Die andere Frage ist drängender. Mingels schreibt, dass es in Carlsbad «wenige Bars» gäbe. Mit dem bösen Nebensatz: «Dafür 58 Kirchen …» wird dem Leser das Bild vermittelt, dass es mehr Kirchen als Bars in Carlsbad gäbe. Nur, stimmt das? Gibt es tatsächlich «wenige» Bars dort? Tripadvisor weist aktuell 70 Bars, Restaurants und Schnellimbissen in Carlsbad auf.
Und wenn man streng nach Anzahl Bars geht: In Dagmersellen gibt es drei Kirchen – und nur zwei Bars (die Härzbluet Bar und das Appaloosa Pub). Zum Glück gilt auch in Dagmersellen: Das Dorf befindet sich im Aufwärtstrend, trotz Kirchenübermacht und Bar-Misere.

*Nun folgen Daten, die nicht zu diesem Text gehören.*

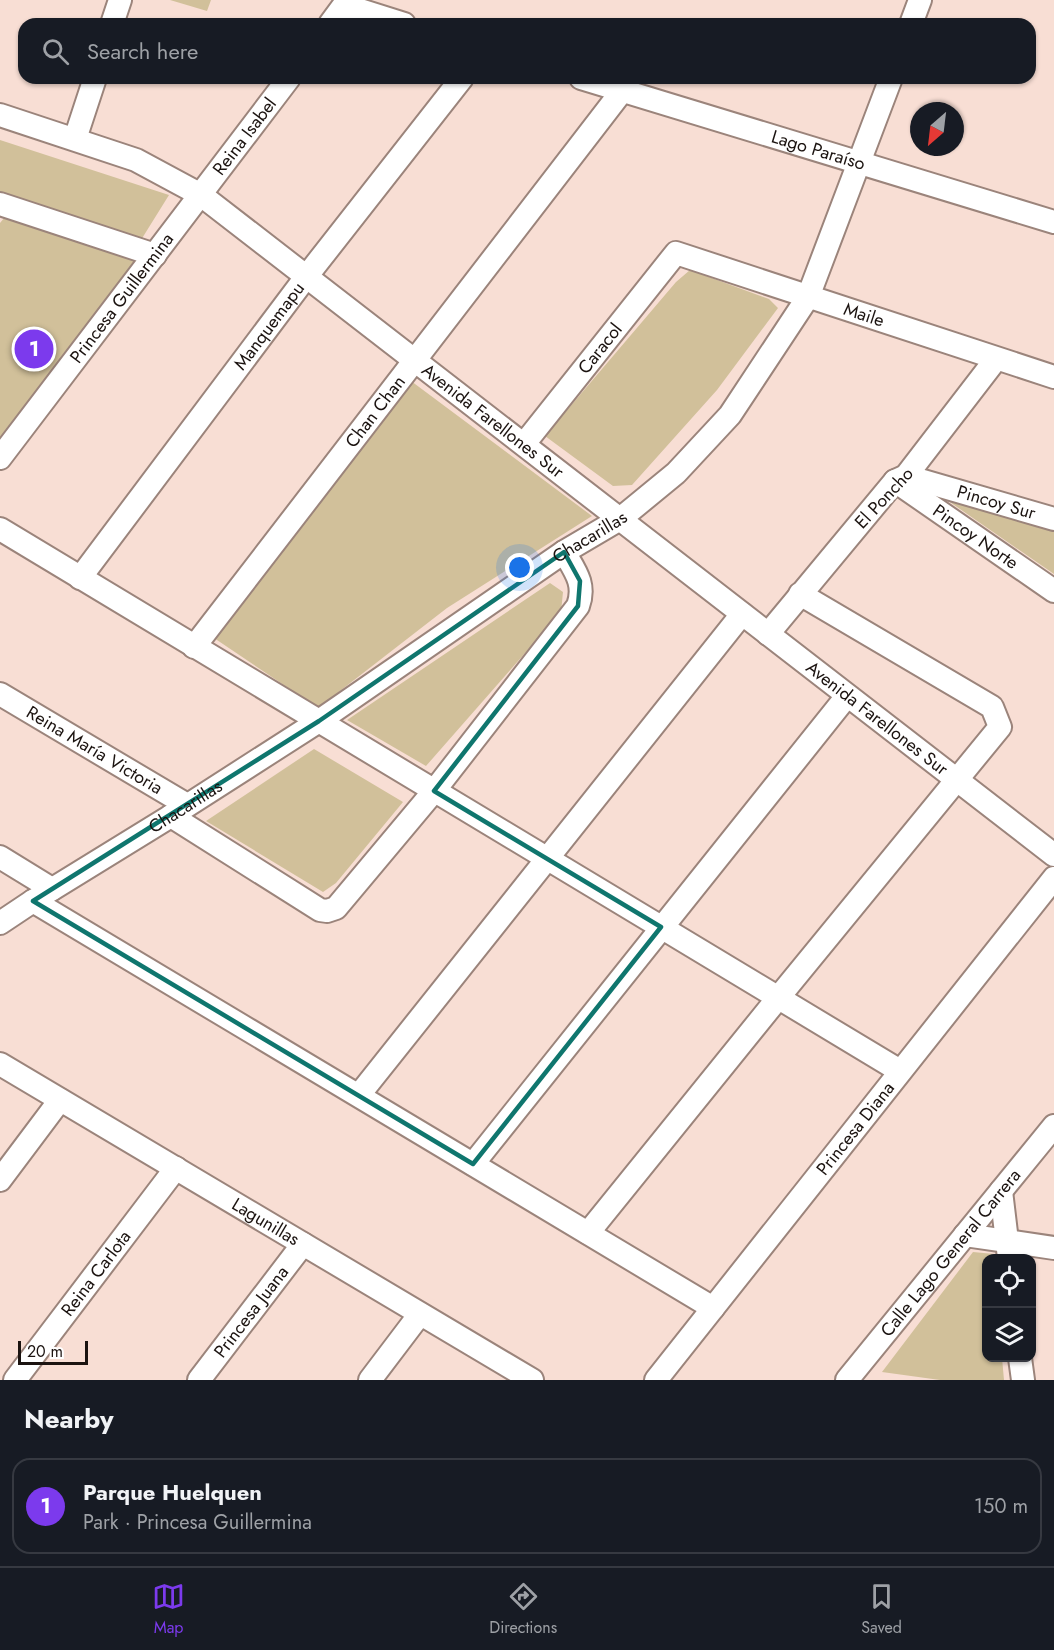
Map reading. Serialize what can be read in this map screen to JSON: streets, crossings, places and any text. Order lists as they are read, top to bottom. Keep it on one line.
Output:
{"streets":{"street":["Reina Isabel","Lago Paraíso","Princesa Guillermina","Maile","Manquemapu","Caracol","Chan Chan","Avenida Farellones Sur","El Poncho","Pincoy Sur","Chacarillas","Pincoy Norte","Reina María Victoria","Princesa Diana","Lagunillas","Calle Lago General Carrera","Reina Carlota","Princesa Juana"]},"crossings":[["Reina Isabel","Princesa Guillermina"],["Reina Isabel","Avenida Farellones Sur"],["Lago Paraíso","Chan Chan"],["Lago Paraíso","Chacarillas"],["Princesa Guillermina","Avenida Farellones Sur"],["Maile","Caracol"],["Maile","El Poncho"],["Maile","Chacarillas"],["Manquemapu","Avenida Farellones Sur"],["Caracol","Avenida Farellones Sur"],["Chan Chan","Avenida Farellones Sur"],["Avenida Farellones Sur","El Poncho"],["Avenida Farellones Sur","Chacarillas"],["El Poncho","Pincoy Sur"],["El Poncho","Pincoy Norte"],["Pincoy Sur","Pincoy Norte"],["Chacarillas","Reina María Victoria"],["Lagunillas","Reina Carlota"],["Lagunillas","Princesa Juana"]],"scale_bar":"20 m","north":"bottom left","page":{"search":"Search here","pins":"1","scale":"20 m","heading":"Nearby","list":[{"mark":"1","name":"Parque Huelquen","note":"Park · Princesa Guillermina","value":"150 m"}],"nav":["Map","Directions","Saved"]}}
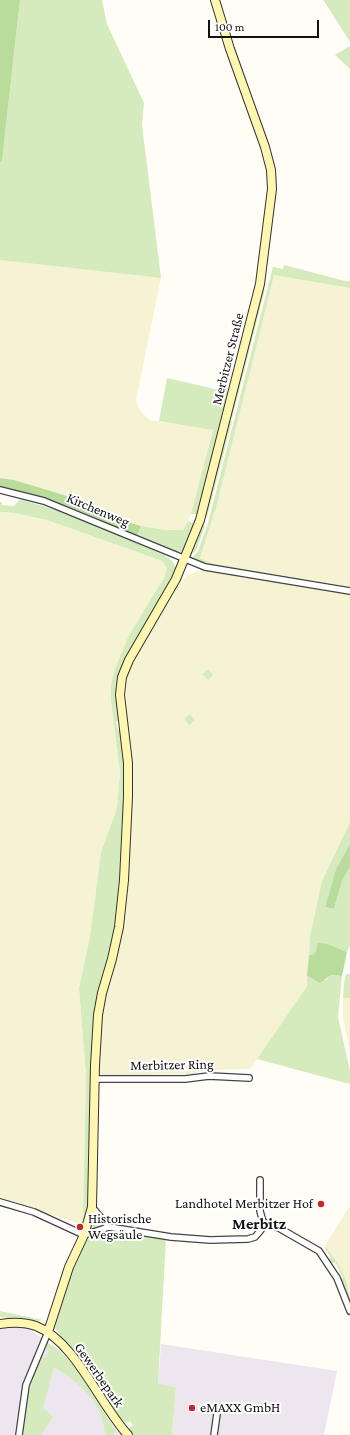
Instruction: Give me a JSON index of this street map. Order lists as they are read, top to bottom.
{
  "streets": {
    "street": [
      "Merbitzer Straße",
      "Kirchenweg",
      "Merbitzer Ring",
      "Gewerbepark"
    ]
  },
  "crossings": [
    ["Merbitzer Straße", "Kirchenweg"],
    ["Merbitzer Straße", "Merbitzer Ring"]
  ],
  "districts": ["Merbitz"],
  "places": ["Landhotel Merbitzer Hof", "Historische Wegsäule", "eMAXX GmbH"],
  "scale_bar": "100 m"
}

Und wenn Mingels schreibt: «für die verbleibenden rund 30‘000 Bewohner» vermittelt er dem Leser das Bild eines trostlosen Städtchens, dass von den Einwohnern verlassen wird. Gemäss United States Census Bureau lebten in der Stadt allerdings seit der Zählung noch nie so viele Einwohner wie 2019 , nämlich exakt 29810.
Und wie sehr trifft die Zusage wohl zu: «sagt Freeman, der nie in die Innenstadt geht»? Wirklich, «nie»? Oder, vielleicht doch «selten», «fast nie», «manchmal»?
Diese Anhäufung von Unstimmigkeiten, aber auch Fehlern, vermiesen mir immer mehr die Lektüre meines Lieblingsmagazins, des «Spiegels». Die Pointe stimmt im Leben nur in Ausnahmefällen; deswegen sollte sie seltener gezogen werden.
Mingels nahm zu den Vorwürfen keine Stellung.